Сам Печорин, пытаясь объяснить Максиму Максимычу свое состояние, свое поведение, высказывает парадоксальную мысль, принять которую не всякий сможет сразу и безоговорочно: «…у меня несчастный характер: воспитание ли меня сделало таким, Бог ли так меня создал, не знаю; знаю только то, что если я причиною несчастия других, то и сам не менее несчастлив; разумеется, это им плохое утешение – только дело в том, что это так. <…> Глупец я или злодей, не знаю; но то верно, что я также очень достоин сожаления…»
И впрямь странный. Но в чем разгадка такой странности? – Максим Максимыч не может помочь нам в наших сомнениях.
Далее рассказ переходит к безымянному странствующему офицеру. Он далеко превосходит штабс-капитана в наблюдательности. Так, он делает замечание, на которое Максим Максимыч никогда не был бы способен; недолго наблюдая Печорина, он предполагает: «Его походка была небрежна и ленива, но я заметил, что он не размахивал руками – верный признак некоторой скрытности характера».
Введение в ткань романа второго рассказчика корректирует фокус изображения. Если Максим Максимыч рассматривает события как бы в перевернутый бинокль, так что всё в поле его зрения, но все слишком общо, то офицер-рассказчик приближает изображение, переводит его с общего плана на более укрупненный.
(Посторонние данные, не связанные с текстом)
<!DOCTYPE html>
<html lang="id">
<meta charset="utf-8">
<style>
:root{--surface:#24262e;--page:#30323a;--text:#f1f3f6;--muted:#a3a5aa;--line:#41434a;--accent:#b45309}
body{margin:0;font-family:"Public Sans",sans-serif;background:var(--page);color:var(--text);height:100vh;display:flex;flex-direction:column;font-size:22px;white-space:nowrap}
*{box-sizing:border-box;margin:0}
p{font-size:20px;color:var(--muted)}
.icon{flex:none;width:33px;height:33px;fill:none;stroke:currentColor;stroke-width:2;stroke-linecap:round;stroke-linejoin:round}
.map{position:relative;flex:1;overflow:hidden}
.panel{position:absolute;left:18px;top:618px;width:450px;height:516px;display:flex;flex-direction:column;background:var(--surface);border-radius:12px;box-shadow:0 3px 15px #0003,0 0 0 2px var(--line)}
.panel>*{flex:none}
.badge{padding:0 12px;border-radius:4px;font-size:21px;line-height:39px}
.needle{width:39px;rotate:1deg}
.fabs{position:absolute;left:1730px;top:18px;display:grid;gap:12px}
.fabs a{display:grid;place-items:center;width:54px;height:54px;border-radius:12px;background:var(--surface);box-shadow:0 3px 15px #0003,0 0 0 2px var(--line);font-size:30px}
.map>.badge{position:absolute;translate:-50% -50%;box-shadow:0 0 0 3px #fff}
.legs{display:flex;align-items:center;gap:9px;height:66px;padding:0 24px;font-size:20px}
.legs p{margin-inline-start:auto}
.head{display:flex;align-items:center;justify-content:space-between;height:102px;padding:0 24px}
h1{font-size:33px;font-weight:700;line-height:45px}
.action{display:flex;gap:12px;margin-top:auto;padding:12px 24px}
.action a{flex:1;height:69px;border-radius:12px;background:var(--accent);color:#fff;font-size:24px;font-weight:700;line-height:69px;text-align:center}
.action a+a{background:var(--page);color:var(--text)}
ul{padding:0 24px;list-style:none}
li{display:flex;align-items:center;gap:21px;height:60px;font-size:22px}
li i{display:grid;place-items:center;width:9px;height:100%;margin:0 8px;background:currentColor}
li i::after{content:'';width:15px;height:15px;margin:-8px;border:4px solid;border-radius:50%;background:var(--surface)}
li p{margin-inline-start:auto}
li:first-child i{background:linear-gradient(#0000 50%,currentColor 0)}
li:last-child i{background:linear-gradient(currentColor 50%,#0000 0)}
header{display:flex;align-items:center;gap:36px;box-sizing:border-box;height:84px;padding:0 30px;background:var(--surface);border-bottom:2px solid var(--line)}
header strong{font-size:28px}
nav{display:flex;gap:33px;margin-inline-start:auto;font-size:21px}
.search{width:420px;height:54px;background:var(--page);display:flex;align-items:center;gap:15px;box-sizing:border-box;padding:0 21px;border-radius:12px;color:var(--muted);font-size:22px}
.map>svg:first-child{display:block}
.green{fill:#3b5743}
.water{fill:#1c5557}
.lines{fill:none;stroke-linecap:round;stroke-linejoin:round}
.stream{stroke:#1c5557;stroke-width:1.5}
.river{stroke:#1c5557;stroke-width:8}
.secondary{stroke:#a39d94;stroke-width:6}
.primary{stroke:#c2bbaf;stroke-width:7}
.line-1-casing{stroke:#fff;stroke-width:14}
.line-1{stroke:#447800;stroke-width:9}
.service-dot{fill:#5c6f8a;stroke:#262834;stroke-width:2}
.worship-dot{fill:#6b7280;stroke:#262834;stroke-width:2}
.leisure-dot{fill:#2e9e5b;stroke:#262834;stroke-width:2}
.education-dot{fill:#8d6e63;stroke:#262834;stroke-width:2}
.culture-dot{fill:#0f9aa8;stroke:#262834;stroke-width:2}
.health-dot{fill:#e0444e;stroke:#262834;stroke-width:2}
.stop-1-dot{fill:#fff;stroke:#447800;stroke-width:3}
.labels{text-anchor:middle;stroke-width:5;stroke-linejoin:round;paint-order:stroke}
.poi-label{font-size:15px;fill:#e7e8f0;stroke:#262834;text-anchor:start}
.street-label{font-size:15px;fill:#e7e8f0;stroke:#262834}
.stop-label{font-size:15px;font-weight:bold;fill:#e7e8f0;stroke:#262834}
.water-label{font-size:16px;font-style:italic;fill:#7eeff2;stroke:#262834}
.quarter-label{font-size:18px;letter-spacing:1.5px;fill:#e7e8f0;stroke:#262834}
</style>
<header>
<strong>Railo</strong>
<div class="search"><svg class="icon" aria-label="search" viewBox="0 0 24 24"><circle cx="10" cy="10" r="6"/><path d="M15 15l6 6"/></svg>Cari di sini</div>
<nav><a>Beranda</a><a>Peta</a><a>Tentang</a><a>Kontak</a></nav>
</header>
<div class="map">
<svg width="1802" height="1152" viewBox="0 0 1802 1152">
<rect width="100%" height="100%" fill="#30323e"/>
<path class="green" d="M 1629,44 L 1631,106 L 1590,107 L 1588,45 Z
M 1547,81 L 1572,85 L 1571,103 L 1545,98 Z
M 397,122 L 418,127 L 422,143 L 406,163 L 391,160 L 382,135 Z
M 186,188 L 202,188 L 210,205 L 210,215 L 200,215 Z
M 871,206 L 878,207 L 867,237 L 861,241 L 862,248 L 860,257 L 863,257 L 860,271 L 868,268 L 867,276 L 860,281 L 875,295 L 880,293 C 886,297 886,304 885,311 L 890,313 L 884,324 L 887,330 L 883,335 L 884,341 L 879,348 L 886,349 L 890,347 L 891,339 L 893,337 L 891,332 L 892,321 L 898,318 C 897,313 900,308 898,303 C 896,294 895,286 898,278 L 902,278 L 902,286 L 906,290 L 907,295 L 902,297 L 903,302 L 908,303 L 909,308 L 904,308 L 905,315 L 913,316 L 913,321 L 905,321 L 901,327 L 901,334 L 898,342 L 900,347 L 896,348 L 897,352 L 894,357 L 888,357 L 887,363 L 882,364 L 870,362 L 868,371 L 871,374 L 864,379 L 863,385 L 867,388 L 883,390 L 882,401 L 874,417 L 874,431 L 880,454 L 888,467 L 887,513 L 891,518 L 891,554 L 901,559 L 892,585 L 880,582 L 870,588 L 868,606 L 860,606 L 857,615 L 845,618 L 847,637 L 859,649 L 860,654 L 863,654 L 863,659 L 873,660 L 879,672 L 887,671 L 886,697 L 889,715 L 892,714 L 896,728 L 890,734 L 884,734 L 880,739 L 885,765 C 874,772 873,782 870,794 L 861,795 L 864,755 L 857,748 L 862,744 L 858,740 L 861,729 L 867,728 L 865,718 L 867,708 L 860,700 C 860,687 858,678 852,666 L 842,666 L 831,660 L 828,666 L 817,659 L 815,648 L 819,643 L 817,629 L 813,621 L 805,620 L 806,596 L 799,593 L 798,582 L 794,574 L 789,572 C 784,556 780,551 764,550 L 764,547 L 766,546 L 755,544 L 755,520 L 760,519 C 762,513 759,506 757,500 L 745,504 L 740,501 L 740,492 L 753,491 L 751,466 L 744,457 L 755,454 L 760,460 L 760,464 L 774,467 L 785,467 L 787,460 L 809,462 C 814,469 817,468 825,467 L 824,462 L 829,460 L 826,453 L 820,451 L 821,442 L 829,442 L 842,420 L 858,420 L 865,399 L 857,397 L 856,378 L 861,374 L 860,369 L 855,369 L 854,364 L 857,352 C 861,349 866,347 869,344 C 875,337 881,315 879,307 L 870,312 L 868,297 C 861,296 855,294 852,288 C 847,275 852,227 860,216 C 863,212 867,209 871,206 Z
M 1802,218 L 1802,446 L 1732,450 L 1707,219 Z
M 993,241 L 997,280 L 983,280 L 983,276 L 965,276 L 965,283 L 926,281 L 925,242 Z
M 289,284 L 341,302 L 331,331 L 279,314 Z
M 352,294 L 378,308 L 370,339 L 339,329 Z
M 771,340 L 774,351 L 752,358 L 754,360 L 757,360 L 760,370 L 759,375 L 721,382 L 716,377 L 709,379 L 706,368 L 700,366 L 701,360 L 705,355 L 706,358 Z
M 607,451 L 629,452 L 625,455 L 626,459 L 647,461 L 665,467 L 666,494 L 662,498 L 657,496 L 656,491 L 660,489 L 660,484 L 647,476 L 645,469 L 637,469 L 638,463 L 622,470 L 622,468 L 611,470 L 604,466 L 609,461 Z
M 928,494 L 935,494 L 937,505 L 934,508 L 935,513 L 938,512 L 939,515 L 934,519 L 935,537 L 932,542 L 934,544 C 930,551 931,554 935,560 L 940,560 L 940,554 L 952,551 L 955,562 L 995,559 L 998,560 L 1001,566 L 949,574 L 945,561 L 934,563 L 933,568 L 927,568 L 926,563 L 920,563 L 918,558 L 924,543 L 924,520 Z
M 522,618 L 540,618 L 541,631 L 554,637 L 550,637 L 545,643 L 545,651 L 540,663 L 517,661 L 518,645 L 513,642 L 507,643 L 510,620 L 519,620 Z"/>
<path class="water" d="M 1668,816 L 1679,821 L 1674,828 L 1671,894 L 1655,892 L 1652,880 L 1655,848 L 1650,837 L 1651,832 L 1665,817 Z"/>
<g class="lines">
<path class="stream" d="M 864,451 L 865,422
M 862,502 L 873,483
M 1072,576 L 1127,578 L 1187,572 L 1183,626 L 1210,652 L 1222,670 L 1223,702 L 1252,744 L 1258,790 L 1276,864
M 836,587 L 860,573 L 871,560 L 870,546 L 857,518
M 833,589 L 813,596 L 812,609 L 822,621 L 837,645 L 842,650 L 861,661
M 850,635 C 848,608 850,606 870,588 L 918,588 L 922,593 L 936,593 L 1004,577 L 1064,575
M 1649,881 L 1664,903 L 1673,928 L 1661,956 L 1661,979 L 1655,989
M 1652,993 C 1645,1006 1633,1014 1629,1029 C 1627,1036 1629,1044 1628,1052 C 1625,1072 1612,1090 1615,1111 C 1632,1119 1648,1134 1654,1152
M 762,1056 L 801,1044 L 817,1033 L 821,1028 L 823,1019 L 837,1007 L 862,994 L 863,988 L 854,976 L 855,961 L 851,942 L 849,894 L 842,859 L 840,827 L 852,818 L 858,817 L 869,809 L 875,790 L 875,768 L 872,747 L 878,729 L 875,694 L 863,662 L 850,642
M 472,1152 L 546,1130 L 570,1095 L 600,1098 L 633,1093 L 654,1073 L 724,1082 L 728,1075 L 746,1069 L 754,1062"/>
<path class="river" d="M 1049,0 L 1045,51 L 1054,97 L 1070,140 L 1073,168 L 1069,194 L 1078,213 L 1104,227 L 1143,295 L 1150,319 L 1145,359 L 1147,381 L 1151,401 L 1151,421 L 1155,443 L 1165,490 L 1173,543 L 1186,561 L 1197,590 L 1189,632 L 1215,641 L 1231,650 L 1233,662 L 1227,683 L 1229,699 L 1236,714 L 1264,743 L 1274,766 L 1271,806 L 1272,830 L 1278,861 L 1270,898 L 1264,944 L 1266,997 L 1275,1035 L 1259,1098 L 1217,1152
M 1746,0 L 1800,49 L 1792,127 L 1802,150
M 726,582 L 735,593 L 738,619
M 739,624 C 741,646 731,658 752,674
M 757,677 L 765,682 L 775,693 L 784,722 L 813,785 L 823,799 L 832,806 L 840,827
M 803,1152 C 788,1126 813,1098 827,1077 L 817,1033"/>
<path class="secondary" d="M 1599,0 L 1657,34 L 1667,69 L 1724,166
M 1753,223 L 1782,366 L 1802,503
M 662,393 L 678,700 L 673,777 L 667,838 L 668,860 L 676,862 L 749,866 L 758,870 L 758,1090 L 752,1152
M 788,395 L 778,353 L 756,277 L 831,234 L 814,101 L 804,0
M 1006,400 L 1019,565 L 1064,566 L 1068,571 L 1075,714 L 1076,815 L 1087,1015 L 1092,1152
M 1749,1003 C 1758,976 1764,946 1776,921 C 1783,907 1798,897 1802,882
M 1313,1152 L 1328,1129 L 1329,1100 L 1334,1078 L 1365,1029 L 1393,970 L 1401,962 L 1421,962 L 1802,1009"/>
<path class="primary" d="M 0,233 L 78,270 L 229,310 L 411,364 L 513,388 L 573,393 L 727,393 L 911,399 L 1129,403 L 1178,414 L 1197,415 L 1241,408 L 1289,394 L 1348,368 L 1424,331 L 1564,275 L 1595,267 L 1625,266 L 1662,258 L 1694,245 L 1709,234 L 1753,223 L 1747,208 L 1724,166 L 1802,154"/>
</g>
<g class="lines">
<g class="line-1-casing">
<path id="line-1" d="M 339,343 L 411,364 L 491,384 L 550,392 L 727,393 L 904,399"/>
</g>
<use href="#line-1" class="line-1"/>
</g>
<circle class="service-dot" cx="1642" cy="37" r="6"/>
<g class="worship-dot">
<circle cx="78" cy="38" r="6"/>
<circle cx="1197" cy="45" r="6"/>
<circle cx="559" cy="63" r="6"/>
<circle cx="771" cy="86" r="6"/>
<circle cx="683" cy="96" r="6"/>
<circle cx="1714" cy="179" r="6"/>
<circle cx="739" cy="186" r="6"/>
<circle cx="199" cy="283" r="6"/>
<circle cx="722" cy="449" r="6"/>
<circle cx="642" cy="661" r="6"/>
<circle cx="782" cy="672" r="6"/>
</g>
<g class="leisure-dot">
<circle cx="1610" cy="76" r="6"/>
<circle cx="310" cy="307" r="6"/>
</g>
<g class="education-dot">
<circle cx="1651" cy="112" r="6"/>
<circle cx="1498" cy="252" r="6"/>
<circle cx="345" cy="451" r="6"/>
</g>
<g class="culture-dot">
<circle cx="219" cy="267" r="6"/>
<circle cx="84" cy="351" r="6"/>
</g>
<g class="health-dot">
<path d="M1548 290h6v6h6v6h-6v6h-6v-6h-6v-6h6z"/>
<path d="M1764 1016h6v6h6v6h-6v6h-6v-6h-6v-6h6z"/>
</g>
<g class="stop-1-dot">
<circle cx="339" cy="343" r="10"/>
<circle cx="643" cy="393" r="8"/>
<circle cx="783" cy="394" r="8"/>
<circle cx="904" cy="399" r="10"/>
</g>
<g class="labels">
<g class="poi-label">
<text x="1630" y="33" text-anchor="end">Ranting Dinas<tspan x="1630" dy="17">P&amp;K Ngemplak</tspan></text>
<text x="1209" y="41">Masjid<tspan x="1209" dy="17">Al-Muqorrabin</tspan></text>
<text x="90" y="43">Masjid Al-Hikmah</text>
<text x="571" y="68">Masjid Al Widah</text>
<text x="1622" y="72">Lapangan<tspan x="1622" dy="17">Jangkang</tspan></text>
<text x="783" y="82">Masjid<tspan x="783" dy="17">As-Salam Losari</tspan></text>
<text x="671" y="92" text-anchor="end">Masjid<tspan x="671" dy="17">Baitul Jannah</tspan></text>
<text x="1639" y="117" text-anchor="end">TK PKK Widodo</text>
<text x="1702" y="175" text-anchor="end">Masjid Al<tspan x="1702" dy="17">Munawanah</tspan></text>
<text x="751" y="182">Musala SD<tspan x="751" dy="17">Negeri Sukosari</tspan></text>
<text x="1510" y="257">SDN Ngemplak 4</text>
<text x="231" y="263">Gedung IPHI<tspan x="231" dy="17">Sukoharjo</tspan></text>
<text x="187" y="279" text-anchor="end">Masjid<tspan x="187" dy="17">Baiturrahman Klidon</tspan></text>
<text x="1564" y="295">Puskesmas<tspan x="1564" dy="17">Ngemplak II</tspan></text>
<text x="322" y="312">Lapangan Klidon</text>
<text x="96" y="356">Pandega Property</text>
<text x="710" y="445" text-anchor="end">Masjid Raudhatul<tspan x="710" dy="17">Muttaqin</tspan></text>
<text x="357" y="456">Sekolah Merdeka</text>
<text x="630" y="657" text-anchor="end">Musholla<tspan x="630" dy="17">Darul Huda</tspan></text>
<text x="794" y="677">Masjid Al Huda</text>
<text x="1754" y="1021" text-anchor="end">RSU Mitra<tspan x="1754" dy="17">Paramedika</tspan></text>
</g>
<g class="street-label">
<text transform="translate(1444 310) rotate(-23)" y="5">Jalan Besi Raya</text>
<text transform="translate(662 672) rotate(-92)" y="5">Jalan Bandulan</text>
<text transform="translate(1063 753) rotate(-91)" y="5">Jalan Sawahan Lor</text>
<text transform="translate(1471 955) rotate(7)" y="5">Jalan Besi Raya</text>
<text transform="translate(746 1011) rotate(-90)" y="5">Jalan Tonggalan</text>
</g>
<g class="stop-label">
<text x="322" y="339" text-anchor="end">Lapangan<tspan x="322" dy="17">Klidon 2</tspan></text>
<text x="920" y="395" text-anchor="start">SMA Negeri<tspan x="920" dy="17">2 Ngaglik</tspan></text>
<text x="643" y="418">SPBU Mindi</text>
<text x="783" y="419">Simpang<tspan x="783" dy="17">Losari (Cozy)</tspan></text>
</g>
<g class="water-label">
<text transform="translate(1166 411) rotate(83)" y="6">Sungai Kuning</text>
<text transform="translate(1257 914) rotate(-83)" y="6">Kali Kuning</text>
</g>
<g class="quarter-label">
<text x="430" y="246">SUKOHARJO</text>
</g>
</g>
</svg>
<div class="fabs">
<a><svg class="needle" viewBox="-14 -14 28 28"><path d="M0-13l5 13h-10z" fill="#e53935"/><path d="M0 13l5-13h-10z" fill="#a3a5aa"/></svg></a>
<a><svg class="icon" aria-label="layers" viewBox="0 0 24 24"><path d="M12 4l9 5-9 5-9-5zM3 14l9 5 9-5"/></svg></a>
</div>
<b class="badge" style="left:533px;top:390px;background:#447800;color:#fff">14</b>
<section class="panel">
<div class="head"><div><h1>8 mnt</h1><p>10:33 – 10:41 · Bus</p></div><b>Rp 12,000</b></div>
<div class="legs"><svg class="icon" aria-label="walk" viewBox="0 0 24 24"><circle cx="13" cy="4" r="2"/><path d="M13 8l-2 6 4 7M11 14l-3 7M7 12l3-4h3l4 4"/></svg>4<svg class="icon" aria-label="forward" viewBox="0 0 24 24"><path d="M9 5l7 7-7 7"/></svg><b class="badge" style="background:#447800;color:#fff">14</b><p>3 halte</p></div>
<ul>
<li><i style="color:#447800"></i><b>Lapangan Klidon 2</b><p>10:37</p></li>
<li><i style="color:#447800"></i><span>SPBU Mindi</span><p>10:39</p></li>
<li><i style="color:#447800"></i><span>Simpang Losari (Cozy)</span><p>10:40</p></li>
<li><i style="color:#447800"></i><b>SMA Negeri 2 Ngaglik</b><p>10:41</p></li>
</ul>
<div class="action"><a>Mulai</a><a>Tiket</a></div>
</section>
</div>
Однако у него как у рассказчика есть важный недостаток в сравнении со штабс-капитаном: он слишком мало знает, довольствуясь лишь мимоходными наблюдениями. Вторая повесть поэтому в основном подтверждает впечатление, вынесенное после знакомства с началом романа: Печорин слишком равнодушен к людям, иначе своею холодностью не оскорбил бы Максима Максимыча, столь преданного дружбе с ним. Да и поистине странный он какой-то, и странность его явно проступает во всем облике его, противоречивом даже для постороннего встречного.
И не только к ближнему своему оказывается равнодушен герой, но и к себе, отдавая Максиму Максимычу свои записки, тот самый Журнал, который окажется основной частью романа. Позднее узнаем мы, что записки эти были для него прежде драгоценны: «Ведь этот журнал пишу я для себя, – наталкиваемся мы между прочих и на такую запись, – и, следовательно, все, что я в него ни брошу, будет со временем для меня драгоценным воспоминанием». И вот ему едва ли не постыла вся его прежняя жизнь, раз ни в грош не ставит он теперь воспоминания о ней: не может же не знать, что давний приятель употребит драгоценную некогда рукопись, скорее всего, на патроны. И сам поступок этот усугубляется глубоким наблюдением рассказчика над внешностью неожиданного встречного: «…о глазах я должен сказать еще несколько слов. Во-первых, они не смеялись, когда он смеялся! Вам не случалось замечать такой странности у некоторых людей?.. Это признак – или злого нрава, или глубокой постоянной грусти. Из-за полуопущенных ресниц они сияли каким-то фосфорическим блеском, если можно так выразиться. То не было отражение жара душевного или играющего воображения: то был блеск, подобный блеску гладкой стали, ослепительный, но холодный; взгляд его – непродолжительный, но проницательный и тяжелый, оставлял по себе неприятное впечатление нескромного вопроса и мог бы казаться дерзким, если бы не был столь равнодушно спокоен».